Take a look at this article from Professor Judith Sitnson, titled Why Dicta Becomes Holding and Why it Matters (H/T Legal Theory Blog):
The distinction between holding and dicta is significant. Yet holdings are sometimes treated as dicta, and more significantly, dictum is regularly elevated to holding. Although the confusion between holding and dicta has garnered substantial discussion, little attention has been paid to why this confusion exists. This Article explores the reasons underlying the conflation of holding and dicta. It identifies several causes, including the cyclical nature of our judicial system, creating a ripple effect; the tendency of courts to emulate the Supreme Court; and our overemphasis on words, phrases, and quotations. The Article argues that by identifying these causes, we can begin to consider solutions that will minimize the elevation of dicta into holding.

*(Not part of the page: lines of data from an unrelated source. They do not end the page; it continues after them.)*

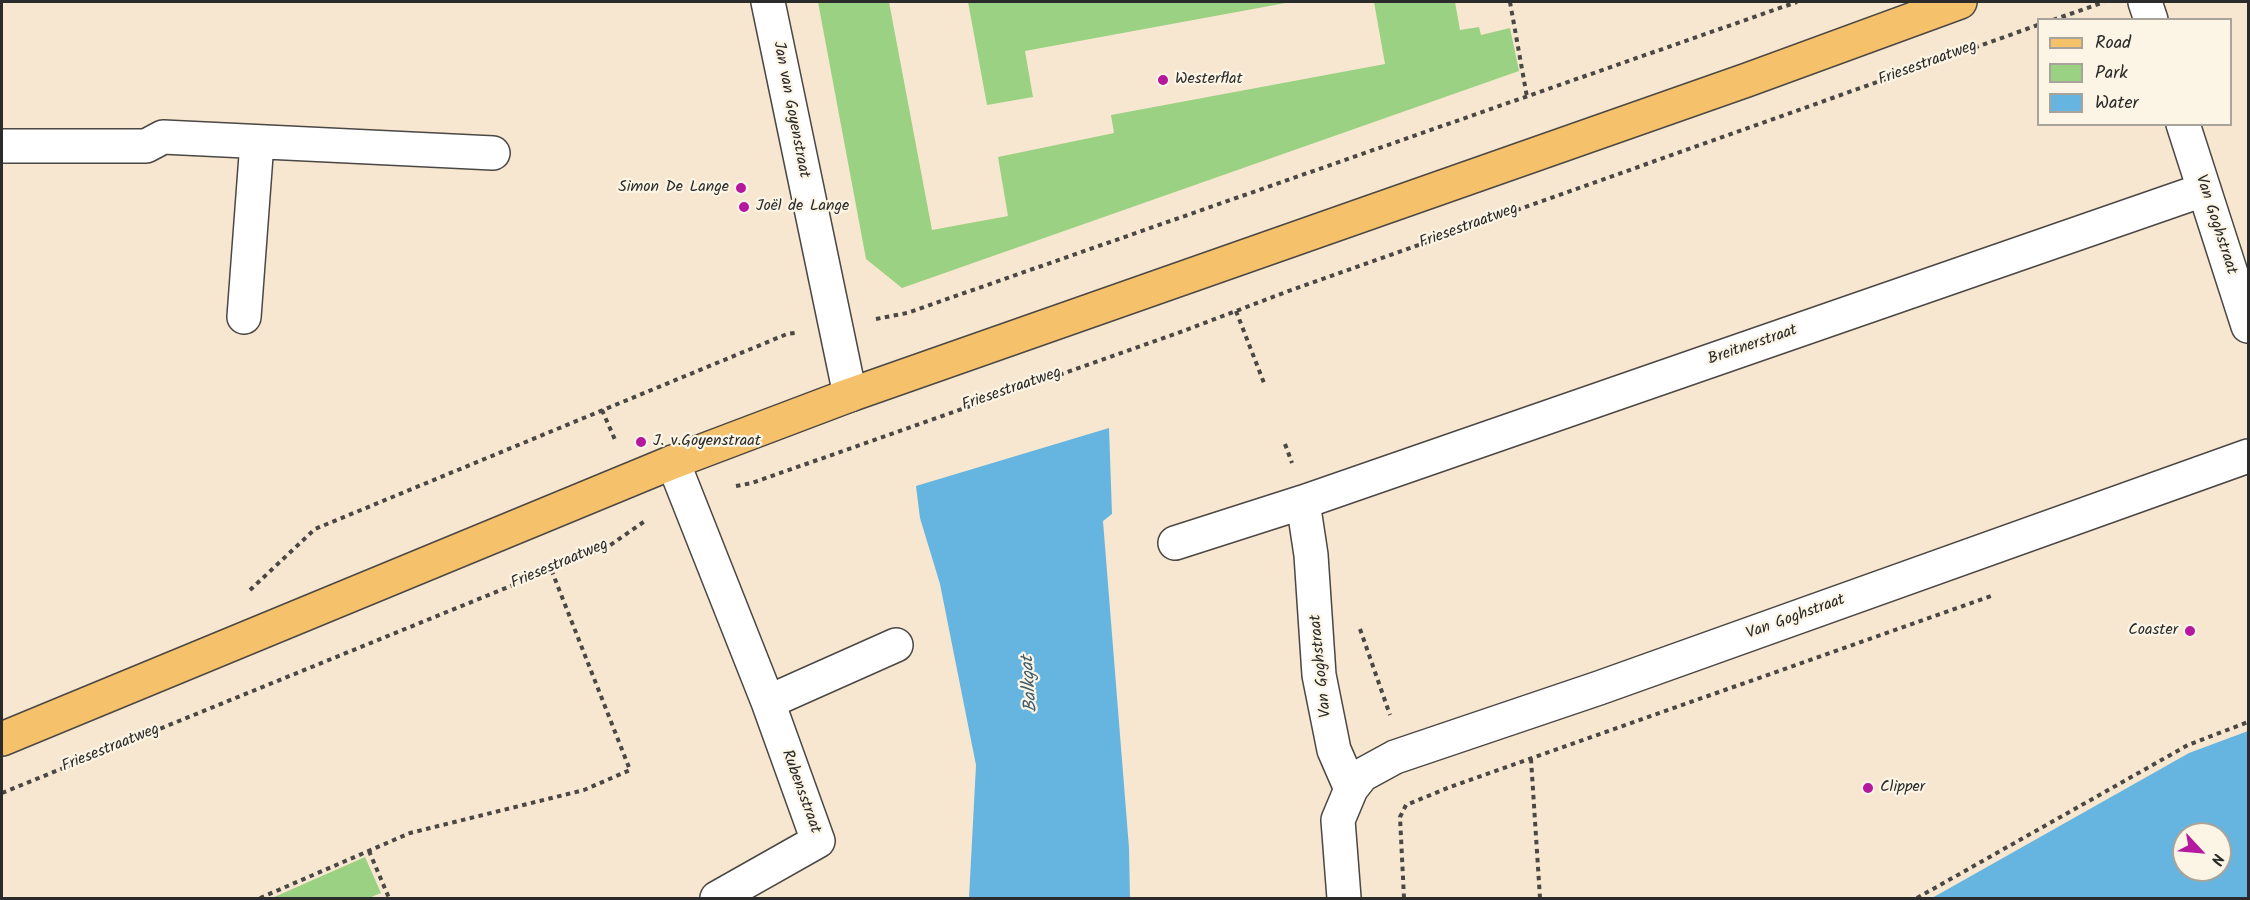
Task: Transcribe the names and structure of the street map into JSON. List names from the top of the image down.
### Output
{
  "streets": {
    "street": [
      "Jan van Goyenstraat",
      "Van Goghstraat",
      "Breitnerstraat",
      "Rubensstraat"
    ],
    "path": ["Friesestraatweg"]
  },
  "crossings": [
    ["Friesestraatweg", "Rubensstraat"],
    ["Van Goghstraat", "Breitnerstraat"]
  ],
  "water": ["Balkgat"],
  "places": [
    "Westerflat",
    "Simon De Lange",
    "Joël de Lange",
    "J. v.Goyenstraat",
    "Coaster",
    "Clipper"
  ],
  "legend": ["Road", "Park", "Water"],
  "north": "bottom right"
}
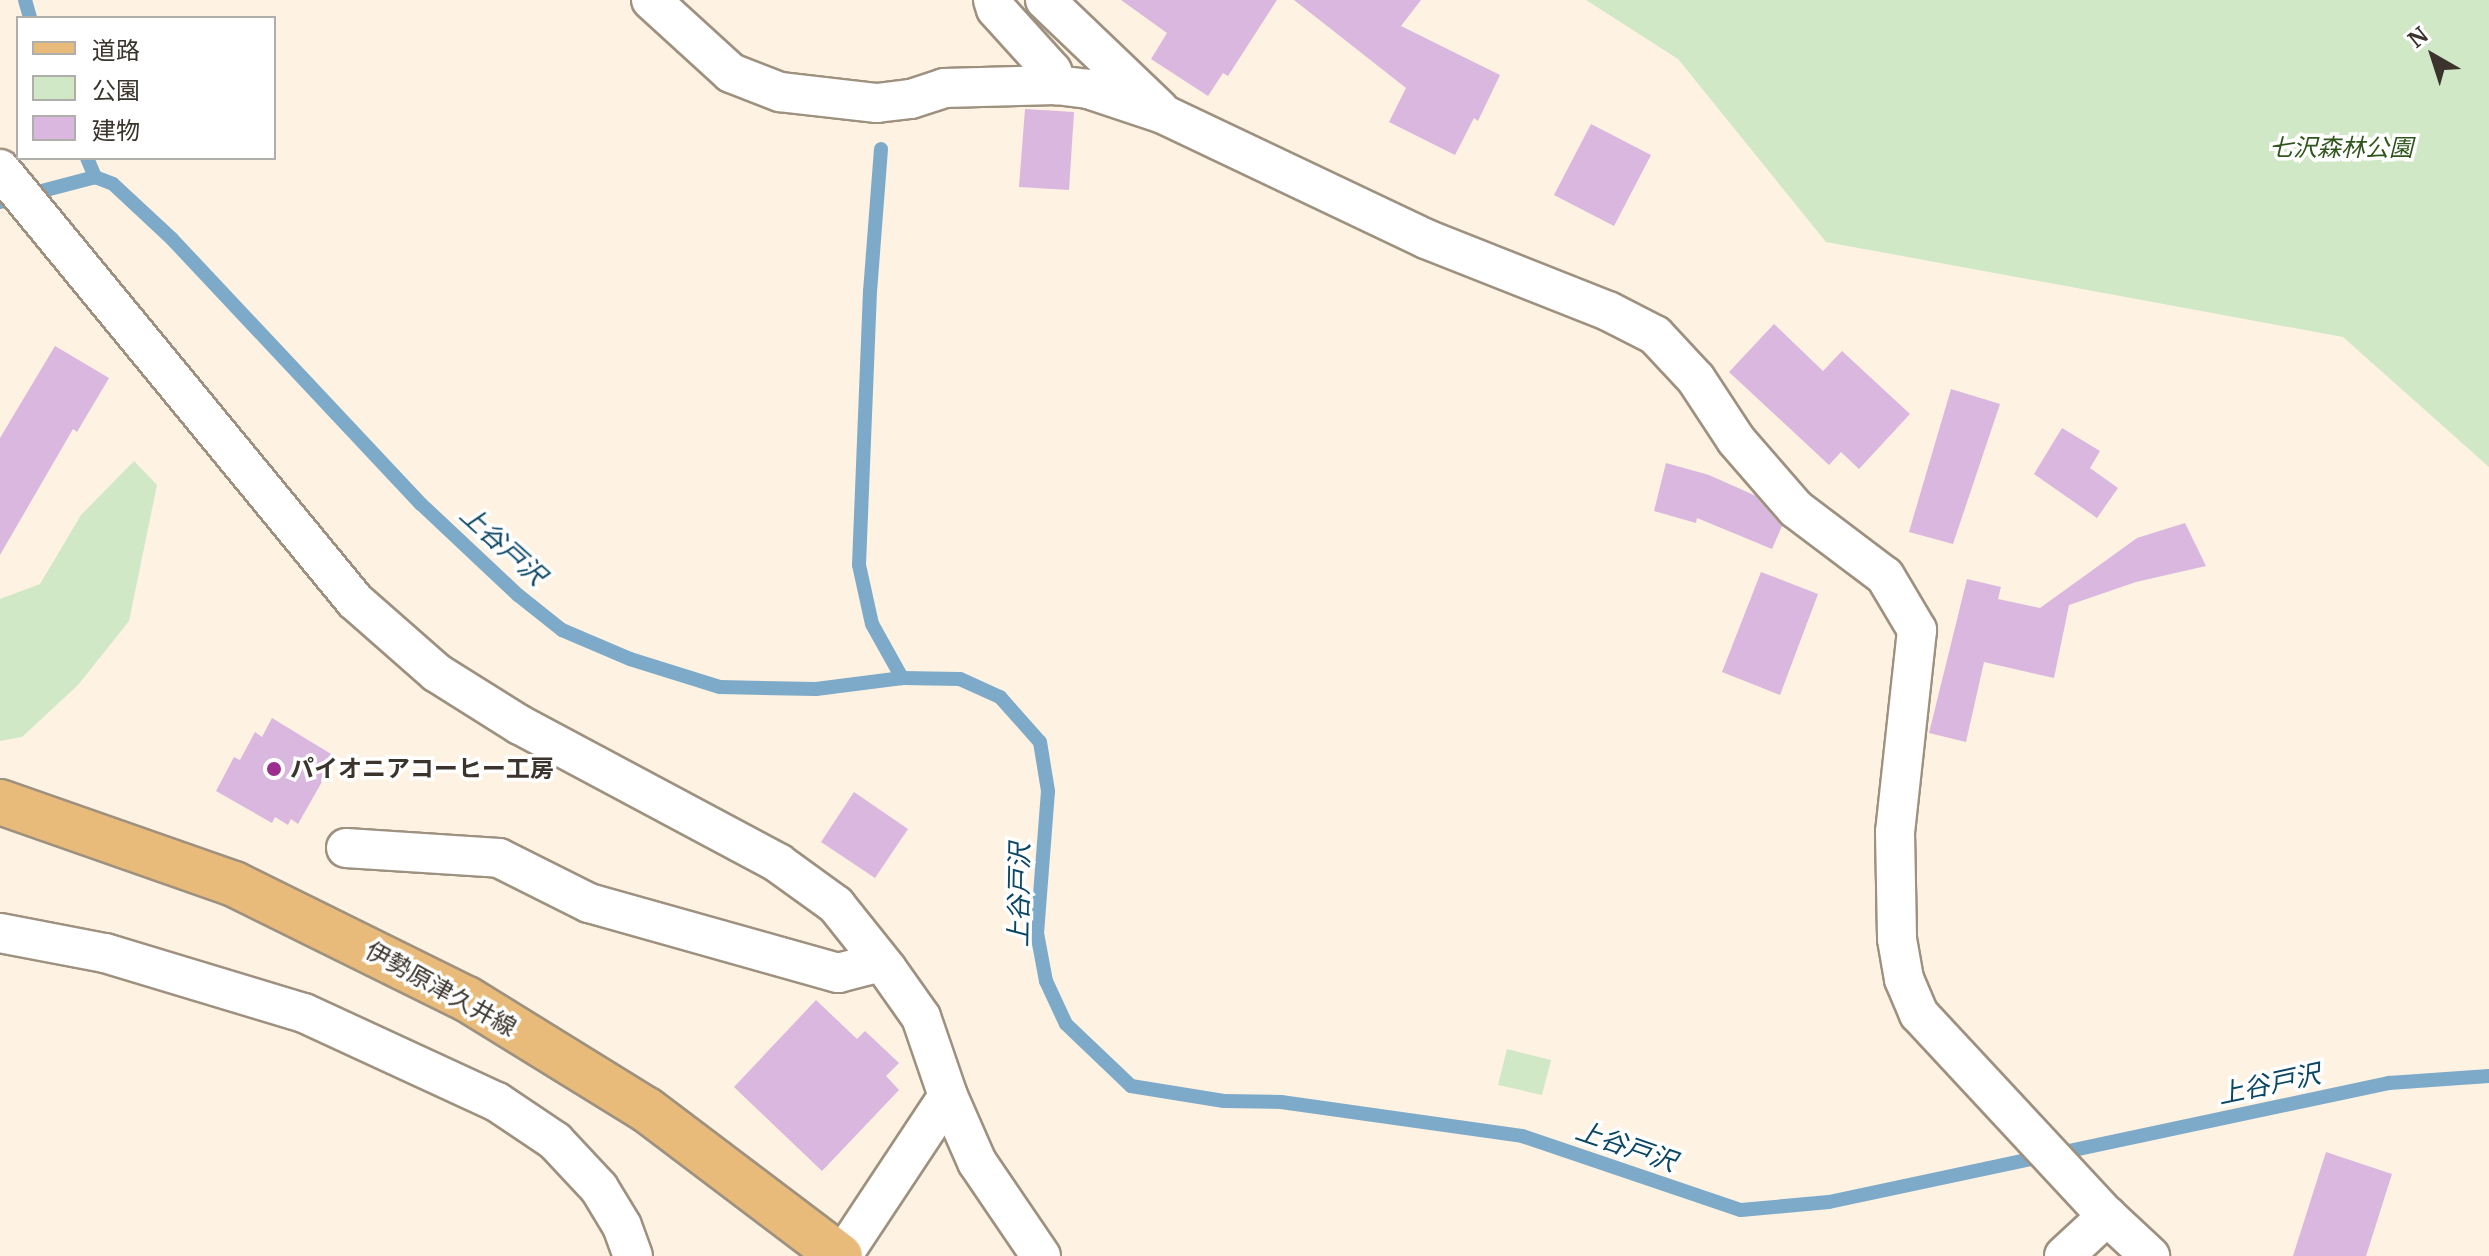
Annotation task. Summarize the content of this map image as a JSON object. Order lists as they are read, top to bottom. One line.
{"streets":{"main road":["伊勢原津久井線"]},"water":["上谷戸沢"],"parks":["七沢森林公園"],"places":["パイオニアコーヒー工房"],"legend":["道路","公園","建物"],"north":"top left"}
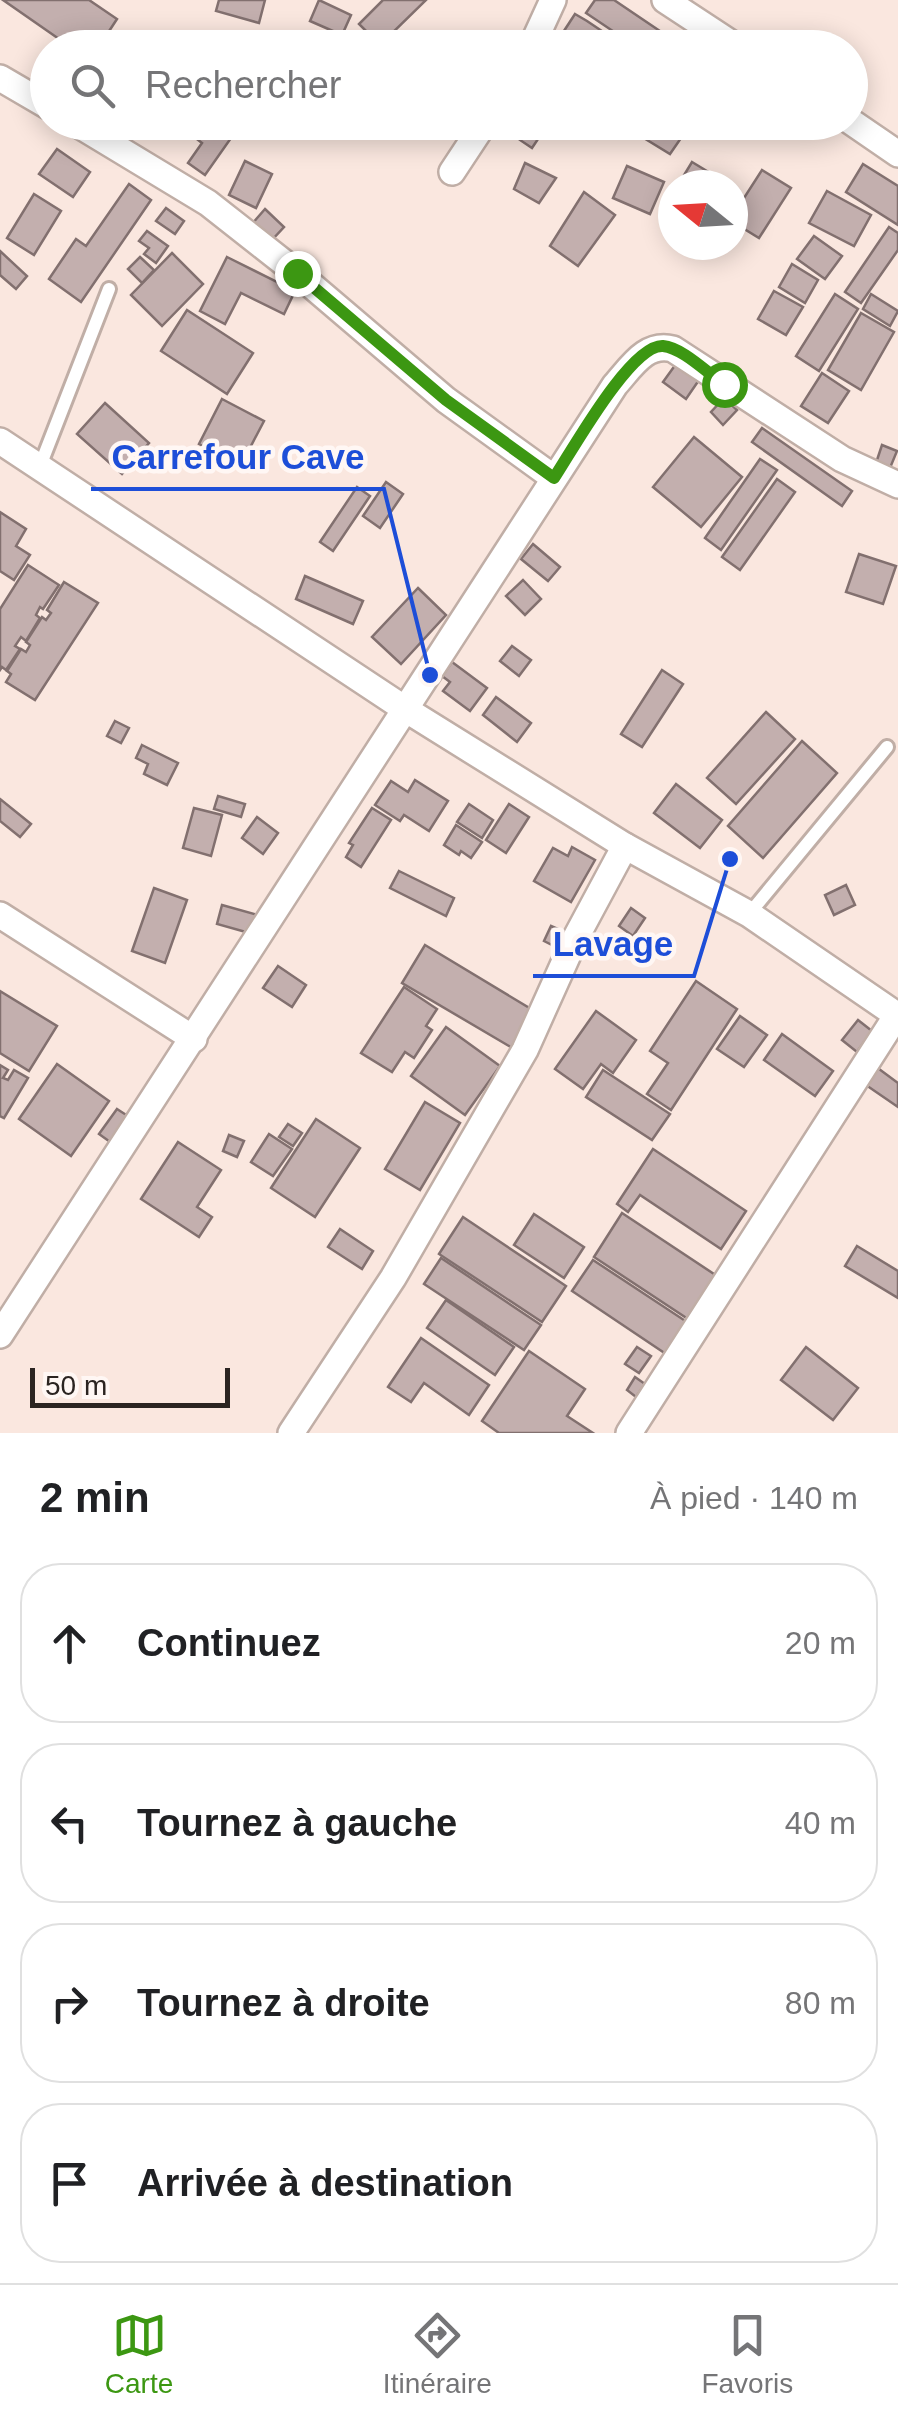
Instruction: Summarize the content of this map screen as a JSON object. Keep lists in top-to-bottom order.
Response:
{
  "places": ["Carrefour Cave", "Lavage"],
  "scale_bar": "50 m",
  "north": "left",
  "page": {
    "search": "Rechercher",
    "scale": "50 m",
    "heading": ["2 min", "À pied · 140 m"],
    "list": [
      ["Continuez", "20 m"],
      ["Tournez à gauche", "40 m"],
      ["Tournez à droite", "80 m"],
      "Arrivée à destination"
    ],
    "nav": ["Carte", "Itinéraire", "Favoris"]
  }
}
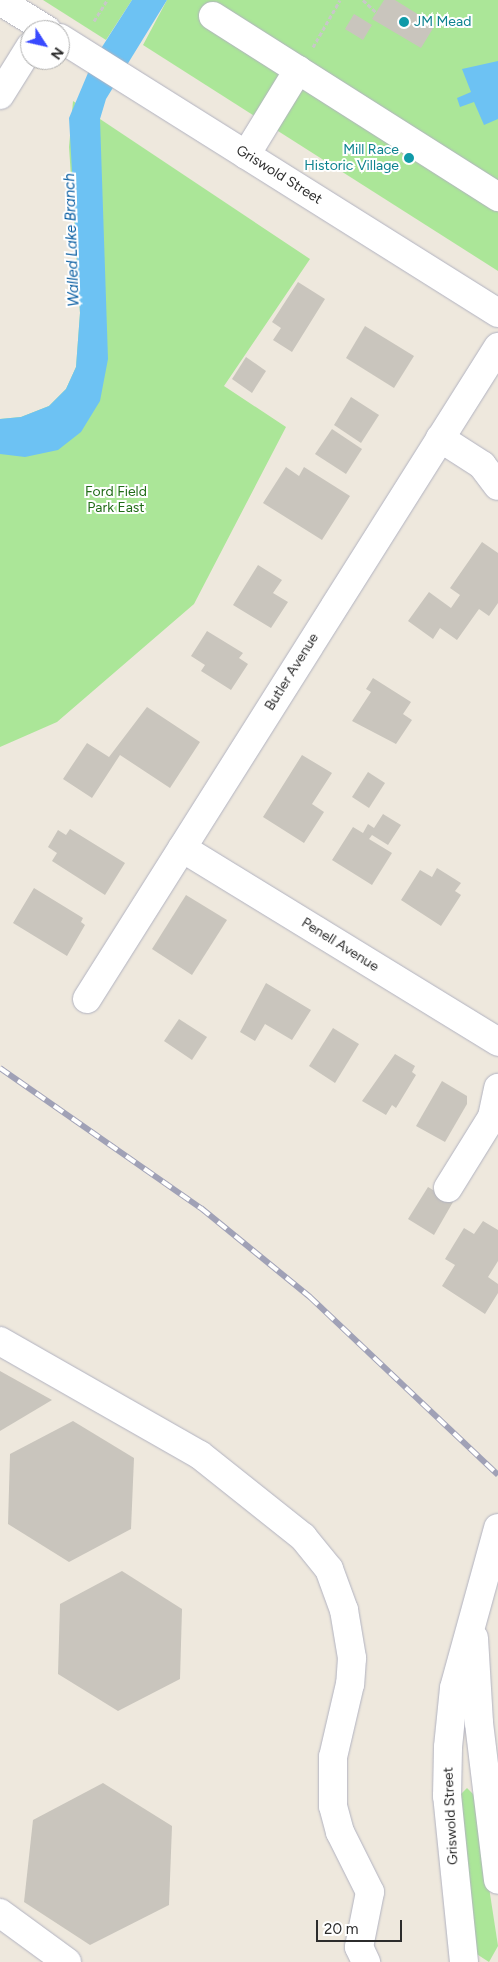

This article does not focus on the distinction between holding and dicta:
For purposes of this article, the precise definition of holding (and therefore dicta) is immaterial.
Rather,
This Article aims to identify the causes that lead to the repeated conflation of dicta with holdings. Based on these underlying causes, it advances some tentative proposals to reduce the confusion between holding and dicta and its detrimental impacts on the judicial system.
Back in law school I wrote a lengthy piece for a Jurisprudence class discussing just this question. I titled it at the time, Much Ado About Dictum; or, How to Evade Precedent Without Really Trying: The Distinction Between Holding & Dictum. SSRN Here is the abstract:
From the birth of our Republic, starting with Chief Justice Marshall in Cohens v. Virginia, judges and scholars alike have grappled with the distinction between holding and dictum. However, neither the judiciary nor the academy has been able to come up with a consistent and workable definition of these two concepts. This article attempts to shine some light on this perplexing issue.
This article proceeds as follows. In Part I, I will discuss some of the simpler, yet unsatisfying definitions of dictum, and introduce some of the easy cases, where distinguishing dictum from holding is relatively straightforward. Next, I will chronicle the Supreme Court’s erratic approach to dealing with dictum, and show how this uncertainty has left a gaping void in our jurisprudence. Next, I will discuss prior scholarly attempts to define dictum, and show why their approaches are inadequate, as they only focus on Supreme Court cases, and ignore how the inferior courts treat the distinction.
In Part II, I will confront the task where others have not ventured, and systematically survey and analyze over four hundred court cases that distinguish between dictum and holding. After explaining my methodology and framework, I will attempt to answer three critical questions. First, what is dicta worth? Second, whose dicta must/should/can courts follow? Third, how do courts define dicta? These three questions reveal clues to understanding how courts have treated dictum, and what the distinction means in practice.
In Part III, I will analyze the results from Part II. Based on the arbitrary nature with which courts define dictum, and the varying weight courts assign to dictum, even from superior courts, I conclude that the holding/dictum distinction is a standardless standard. Unlike generally accepted standards of review, labeling an opinion as holding or dictum is an entirely subjective process, which I argue enables judges to easily evade precedent without needing to justify the departure; or in the alternative create precedent where none existed before. Next, I analyze precedent, stare decisis, and dictum through the lenses two jurisprudential schools, legal formalism and realism. I conclude with a legal realist argument, that the distinction between dicta and holding is inextricably linked with a judge’s views on precedent.
Ultimately, I had to take a very legal realist opinion and conclude that holding and dictum distinction was a farce that Judges and attorneys used to deftly evade precedent when convenient.
This was an absolutely fascinating topic, and I hope one day to submit this as a real law review article.